* WORK TO BE COMPLETED
Line by line, print the records exactly as they are, dropping the pictures.

(DATA RECORDS Opens)

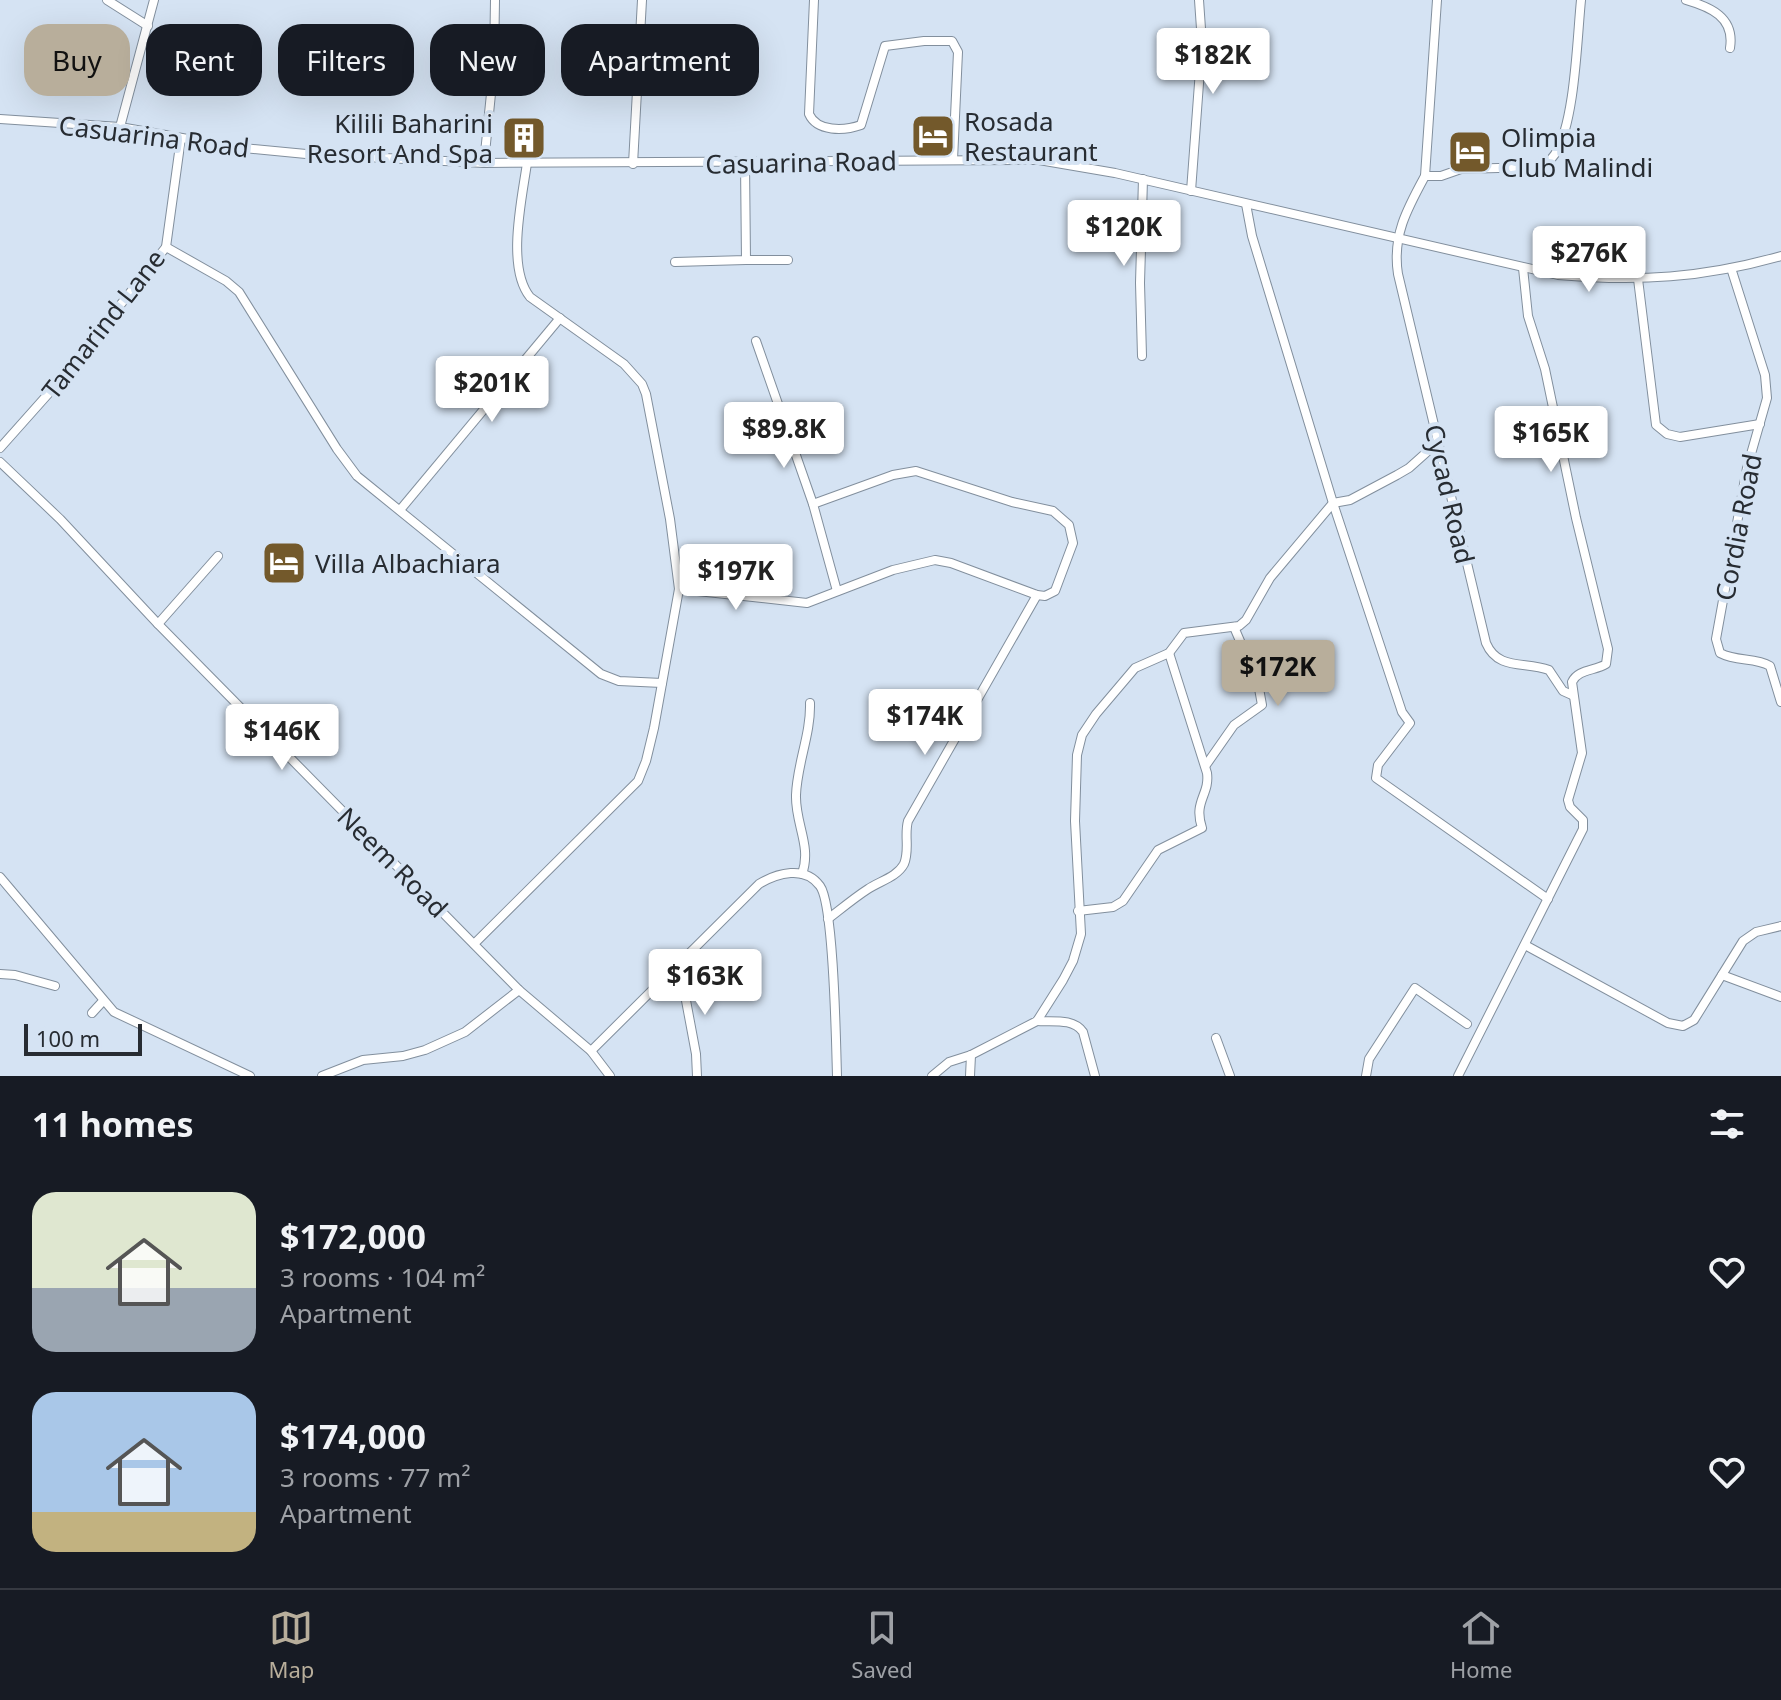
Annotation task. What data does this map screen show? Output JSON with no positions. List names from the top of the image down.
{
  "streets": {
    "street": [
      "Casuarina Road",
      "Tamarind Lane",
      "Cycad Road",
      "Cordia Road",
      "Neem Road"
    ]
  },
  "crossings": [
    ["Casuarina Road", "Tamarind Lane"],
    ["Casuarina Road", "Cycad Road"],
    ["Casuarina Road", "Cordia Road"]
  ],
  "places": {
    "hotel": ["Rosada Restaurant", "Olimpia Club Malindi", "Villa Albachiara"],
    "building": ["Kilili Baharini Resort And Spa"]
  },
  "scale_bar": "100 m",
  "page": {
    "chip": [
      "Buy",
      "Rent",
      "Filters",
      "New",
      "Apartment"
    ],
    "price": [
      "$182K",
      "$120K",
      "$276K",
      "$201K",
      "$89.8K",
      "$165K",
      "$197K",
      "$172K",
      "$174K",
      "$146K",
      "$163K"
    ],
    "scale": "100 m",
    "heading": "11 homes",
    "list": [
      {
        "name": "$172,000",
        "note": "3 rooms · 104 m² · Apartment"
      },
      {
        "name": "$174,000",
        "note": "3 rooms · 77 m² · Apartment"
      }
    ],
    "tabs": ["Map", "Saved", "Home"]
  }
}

(DATA RECORDS Closes)

* SOLUTION FOR THIS TASK
Annotation task. What data does this map screen show? Output JSON with no positions. List names from the top of the image down.
{
  "streets": {
    "street": [
      "Casuarina Road",
      "Tamarind Lane",
      "Cycad Road",
      "Cordia Road",
      "Neem Road"
    ]
  },
  "crossings": [
    ["Casuarina Road", "Tamarind Lane"],
    ["Casuarina Road", "Cycad Road"],
    ["Casuarina Road", "Cordia Road"]
  ],
  "places": {
    "hotel": ["Rosada Restaurant", "Olimpia Club Malindi", "Villa Albachiara"],
    "building": ["Kilili Baharini Resort And Spa"]
  },
  "scale_bar": "100 m",
  "page": {
    "chip": [
      "Buy",
      "Rent",
      "Filters",
      "New",
      "Apartment"
    ],
    "price": [
      "$182K",
      "$120K",
      "$276K",
      "$201K",
      "$89.8K",
      "$165K",
      "$197K",
      "$172K",
      "$174K",
      "$146K",
      "$163K"
    ],
    "scale": "100 m",
    "heading": "11 homes",
    "list": [
      {
        "name": "$172,000",
        "note": "3 rooms · 104 m² · Apartment"
      },
      {
        "name": "$174,000",
        "note": "3 rooms · 77 m² · Apartment"
      }
    ],
    "tabs": ["Map", "Saved", "Home"]
  }
}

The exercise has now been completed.